Pender nodded—a short, sharp nod, like a bull rider signaling for the chute to be opened.
“Good,” said Izzo. “Because I’m at least as sick of this shit as you are, and I’ll be goddamned if I’m going to watch this thing by myself.”
Once I’d decided where I was going, my next problem was figuring out how to get there. After weighing all the options, I decided to take Teddy’s Olds. It seemed like it would be more fun than taking the bus and less risky than hitchhiking with a backpack full of dope. And if I did get pulled over, not having a driver’s license was going to be the least of my problems.

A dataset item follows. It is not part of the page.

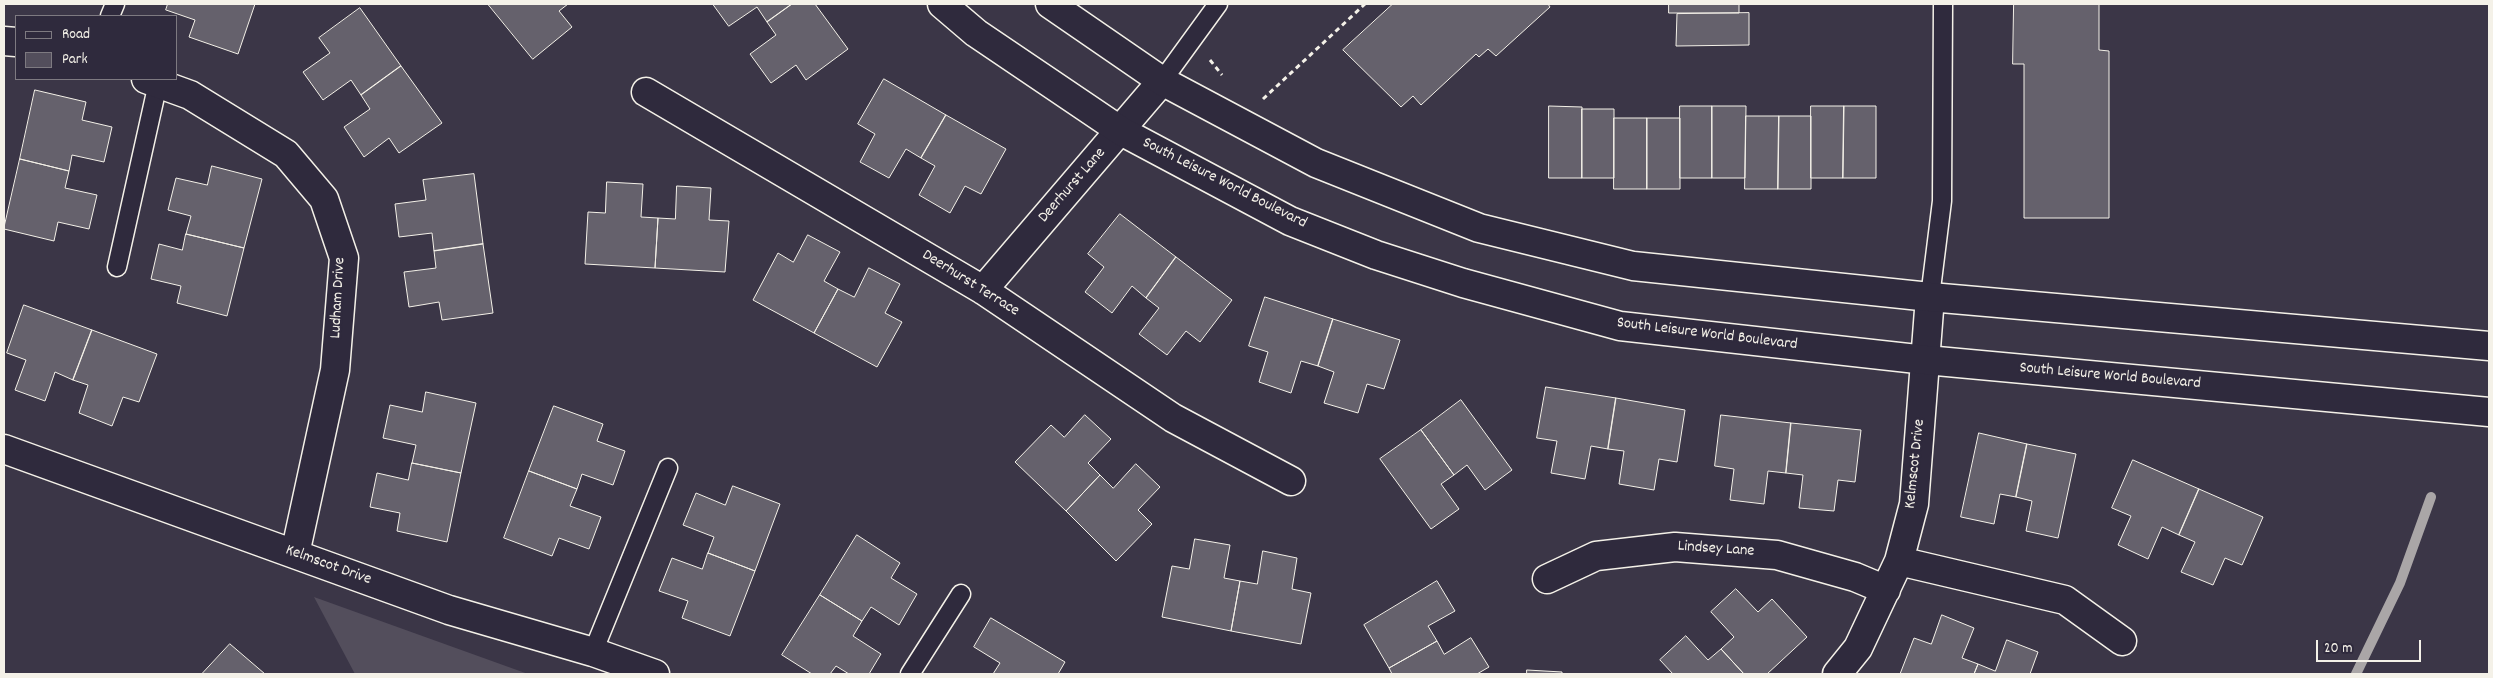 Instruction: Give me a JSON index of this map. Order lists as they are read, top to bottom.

The car was a ’77 Delta 88 with air-conditioning, a tape deck, and a V-8 engine that pressed you back against the bench seat when you floored the accelerator. I had all the weed I could smoke and enough money to buy all the fast food I could eat, so in spite of all the harsh things that had happened to me that day, once I got the hang of driving, I was almost happy.
The closest I came to getting arrested wasn’t while I was driving, it was when I pulled in for gas at an ARCO mini-mart near Davis. By the time I saw the highway patrol car parked outside, I was already committed. I figured driving away without buying anything would have looked even more suspicious, so I pulled up to the pumps, got out of the car, went inside, gave the guy a twenty against a fill-up, went back out to the pump, pushed the button for the 87 octane, lifted the nozzle casually, turned around, and discovered there was no place to put it—the gas tank was not on that side of the car.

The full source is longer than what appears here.